Segment Start: Source material
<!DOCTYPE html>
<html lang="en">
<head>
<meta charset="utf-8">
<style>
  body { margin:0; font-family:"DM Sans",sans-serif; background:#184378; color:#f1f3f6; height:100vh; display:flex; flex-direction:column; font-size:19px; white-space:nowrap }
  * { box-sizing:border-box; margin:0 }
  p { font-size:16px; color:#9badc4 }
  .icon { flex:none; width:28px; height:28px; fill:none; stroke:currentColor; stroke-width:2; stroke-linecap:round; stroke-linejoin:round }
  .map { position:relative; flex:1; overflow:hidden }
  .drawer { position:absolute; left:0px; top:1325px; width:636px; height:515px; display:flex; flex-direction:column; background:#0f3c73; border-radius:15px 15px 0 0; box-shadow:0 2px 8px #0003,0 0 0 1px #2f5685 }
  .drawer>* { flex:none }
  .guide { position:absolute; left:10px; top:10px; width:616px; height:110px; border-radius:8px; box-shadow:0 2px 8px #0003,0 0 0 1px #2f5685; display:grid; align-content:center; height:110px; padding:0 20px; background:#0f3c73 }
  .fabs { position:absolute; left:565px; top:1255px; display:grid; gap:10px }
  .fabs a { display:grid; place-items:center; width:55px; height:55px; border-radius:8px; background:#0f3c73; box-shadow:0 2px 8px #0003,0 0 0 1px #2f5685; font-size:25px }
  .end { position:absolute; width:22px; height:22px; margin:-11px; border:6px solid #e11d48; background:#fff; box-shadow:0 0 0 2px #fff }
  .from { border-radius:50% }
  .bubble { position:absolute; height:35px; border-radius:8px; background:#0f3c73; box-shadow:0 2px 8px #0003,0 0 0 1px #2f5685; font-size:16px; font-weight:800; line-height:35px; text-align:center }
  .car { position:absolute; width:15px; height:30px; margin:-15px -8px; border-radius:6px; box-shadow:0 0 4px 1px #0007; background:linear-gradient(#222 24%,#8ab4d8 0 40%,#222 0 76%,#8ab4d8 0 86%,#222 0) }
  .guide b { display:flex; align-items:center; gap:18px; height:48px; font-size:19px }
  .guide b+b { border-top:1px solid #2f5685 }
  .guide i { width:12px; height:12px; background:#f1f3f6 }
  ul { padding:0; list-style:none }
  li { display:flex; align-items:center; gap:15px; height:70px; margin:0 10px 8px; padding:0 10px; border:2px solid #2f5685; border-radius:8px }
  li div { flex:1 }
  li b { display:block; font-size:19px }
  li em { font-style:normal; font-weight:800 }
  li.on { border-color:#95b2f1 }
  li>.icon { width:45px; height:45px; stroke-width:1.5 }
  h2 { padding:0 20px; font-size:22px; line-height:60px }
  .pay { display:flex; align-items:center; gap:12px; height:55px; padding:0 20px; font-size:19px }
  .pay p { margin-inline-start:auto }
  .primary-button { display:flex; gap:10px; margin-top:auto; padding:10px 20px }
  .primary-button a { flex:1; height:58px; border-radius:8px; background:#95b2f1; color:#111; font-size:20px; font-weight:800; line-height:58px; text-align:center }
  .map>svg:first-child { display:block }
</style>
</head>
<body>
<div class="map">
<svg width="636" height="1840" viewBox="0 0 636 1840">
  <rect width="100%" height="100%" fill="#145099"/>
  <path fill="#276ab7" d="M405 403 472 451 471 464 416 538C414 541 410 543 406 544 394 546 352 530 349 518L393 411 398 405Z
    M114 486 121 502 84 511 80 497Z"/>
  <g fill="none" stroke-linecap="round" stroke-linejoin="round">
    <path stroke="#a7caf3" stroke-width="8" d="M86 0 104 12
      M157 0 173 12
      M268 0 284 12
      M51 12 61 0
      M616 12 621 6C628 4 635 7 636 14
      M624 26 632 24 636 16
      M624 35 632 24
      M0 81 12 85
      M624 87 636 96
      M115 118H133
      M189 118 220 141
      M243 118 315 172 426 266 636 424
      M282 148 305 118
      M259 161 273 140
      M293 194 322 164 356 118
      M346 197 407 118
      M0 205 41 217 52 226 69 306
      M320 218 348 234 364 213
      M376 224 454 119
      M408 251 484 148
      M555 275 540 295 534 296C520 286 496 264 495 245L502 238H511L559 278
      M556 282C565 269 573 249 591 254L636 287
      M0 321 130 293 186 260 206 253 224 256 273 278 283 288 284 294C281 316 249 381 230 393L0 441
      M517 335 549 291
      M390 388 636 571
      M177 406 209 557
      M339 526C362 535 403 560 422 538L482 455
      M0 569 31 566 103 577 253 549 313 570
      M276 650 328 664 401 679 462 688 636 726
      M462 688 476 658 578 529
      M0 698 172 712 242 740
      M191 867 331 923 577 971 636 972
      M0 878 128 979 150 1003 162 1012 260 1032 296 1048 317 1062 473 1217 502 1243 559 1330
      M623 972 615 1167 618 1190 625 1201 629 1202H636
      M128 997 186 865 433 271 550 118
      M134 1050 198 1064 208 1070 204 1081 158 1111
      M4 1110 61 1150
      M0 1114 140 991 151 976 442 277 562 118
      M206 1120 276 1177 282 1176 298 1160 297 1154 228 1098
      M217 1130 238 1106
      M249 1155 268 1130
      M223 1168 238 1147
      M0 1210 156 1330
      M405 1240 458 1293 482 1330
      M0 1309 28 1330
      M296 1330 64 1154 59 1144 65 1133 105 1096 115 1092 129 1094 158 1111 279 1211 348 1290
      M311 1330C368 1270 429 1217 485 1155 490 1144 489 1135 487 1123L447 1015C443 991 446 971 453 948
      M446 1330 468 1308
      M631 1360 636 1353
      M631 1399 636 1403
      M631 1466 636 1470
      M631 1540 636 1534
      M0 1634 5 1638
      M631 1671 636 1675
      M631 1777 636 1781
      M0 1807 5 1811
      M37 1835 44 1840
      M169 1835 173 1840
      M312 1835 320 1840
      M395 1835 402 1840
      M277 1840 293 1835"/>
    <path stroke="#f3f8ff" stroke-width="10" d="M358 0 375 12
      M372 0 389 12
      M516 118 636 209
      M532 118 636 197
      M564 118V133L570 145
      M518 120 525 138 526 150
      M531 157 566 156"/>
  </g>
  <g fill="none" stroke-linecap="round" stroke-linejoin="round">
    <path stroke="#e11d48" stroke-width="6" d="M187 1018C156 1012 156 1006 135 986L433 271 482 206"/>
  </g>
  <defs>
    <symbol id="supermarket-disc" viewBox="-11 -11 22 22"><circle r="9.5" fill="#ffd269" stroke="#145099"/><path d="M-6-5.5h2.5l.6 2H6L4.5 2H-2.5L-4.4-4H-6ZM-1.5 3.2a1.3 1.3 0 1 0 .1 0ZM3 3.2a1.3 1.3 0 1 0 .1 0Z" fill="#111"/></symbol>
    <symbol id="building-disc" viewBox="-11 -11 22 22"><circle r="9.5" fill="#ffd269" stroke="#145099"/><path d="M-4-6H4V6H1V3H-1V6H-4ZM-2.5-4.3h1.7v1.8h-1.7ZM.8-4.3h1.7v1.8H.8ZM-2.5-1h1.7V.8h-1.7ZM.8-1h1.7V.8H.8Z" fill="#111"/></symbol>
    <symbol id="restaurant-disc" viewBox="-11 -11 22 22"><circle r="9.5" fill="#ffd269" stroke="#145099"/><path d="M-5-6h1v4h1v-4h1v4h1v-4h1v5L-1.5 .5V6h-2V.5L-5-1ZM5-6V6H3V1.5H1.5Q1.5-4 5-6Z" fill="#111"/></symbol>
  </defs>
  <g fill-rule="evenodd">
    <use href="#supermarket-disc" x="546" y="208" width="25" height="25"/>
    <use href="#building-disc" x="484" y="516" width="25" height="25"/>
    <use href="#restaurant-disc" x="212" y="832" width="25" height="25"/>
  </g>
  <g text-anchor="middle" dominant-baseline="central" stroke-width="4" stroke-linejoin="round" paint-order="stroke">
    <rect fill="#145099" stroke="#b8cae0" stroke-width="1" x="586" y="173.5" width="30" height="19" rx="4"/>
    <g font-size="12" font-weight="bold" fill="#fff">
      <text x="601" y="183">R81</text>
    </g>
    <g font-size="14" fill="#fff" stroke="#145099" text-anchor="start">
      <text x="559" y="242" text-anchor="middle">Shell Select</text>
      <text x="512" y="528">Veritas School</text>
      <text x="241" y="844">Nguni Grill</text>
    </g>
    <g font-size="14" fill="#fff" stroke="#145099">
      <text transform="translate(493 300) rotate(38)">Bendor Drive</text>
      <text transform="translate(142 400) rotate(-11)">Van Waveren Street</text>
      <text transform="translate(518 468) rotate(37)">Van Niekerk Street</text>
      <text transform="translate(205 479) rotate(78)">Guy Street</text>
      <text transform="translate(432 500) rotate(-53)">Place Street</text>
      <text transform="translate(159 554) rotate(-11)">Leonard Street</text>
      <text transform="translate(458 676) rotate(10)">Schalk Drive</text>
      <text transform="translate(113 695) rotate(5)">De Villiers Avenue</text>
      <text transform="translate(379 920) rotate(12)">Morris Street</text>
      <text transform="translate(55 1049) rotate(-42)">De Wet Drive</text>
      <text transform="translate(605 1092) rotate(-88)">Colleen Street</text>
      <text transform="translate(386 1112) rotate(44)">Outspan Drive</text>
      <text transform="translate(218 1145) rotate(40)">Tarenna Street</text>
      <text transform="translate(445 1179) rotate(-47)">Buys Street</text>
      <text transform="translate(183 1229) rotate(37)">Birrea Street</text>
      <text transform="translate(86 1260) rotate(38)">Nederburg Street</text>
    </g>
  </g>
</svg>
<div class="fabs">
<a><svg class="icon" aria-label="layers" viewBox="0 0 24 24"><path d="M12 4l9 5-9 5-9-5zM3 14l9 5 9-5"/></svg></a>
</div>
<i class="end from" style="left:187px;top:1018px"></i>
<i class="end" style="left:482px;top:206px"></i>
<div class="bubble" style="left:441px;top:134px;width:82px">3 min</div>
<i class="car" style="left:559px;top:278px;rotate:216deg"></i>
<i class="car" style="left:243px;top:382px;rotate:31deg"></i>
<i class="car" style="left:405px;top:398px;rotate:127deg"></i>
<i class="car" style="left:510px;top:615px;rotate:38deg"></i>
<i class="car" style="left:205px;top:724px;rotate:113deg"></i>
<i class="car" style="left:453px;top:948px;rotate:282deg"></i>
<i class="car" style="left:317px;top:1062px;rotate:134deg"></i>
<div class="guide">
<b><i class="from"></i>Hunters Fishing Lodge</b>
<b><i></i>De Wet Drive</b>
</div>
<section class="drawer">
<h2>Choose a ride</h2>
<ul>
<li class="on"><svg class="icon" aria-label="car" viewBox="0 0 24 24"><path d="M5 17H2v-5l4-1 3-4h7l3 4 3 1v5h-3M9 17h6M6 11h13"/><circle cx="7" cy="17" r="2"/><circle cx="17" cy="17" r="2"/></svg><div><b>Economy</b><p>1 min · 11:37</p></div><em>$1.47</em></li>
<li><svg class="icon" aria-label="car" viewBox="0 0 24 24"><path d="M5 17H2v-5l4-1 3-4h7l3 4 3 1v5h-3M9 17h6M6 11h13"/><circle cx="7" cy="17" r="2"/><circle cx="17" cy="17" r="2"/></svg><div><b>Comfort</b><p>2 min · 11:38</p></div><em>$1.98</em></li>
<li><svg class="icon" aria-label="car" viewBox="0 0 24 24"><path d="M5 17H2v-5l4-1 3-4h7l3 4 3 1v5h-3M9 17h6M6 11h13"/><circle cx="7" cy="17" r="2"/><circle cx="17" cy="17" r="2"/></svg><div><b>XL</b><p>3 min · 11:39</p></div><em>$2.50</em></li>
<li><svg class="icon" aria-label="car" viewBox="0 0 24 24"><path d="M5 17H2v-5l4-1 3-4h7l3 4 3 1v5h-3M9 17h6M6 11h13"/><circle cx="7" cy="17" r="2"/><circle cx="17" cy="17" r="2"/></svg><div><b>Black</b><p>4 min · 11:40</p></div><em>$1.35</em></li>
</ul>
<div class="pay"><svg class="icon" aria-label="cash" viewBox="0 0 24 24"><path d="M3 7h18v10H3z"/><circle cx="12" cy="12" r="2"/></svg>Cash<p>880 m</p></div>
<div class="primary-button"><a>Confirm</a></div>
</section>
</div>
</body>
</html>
Segment End: Source material
▸ **Your instructions**
Tally the lines in the records above that contain the word "grid", and give only that number.

▸ **Answer space**
3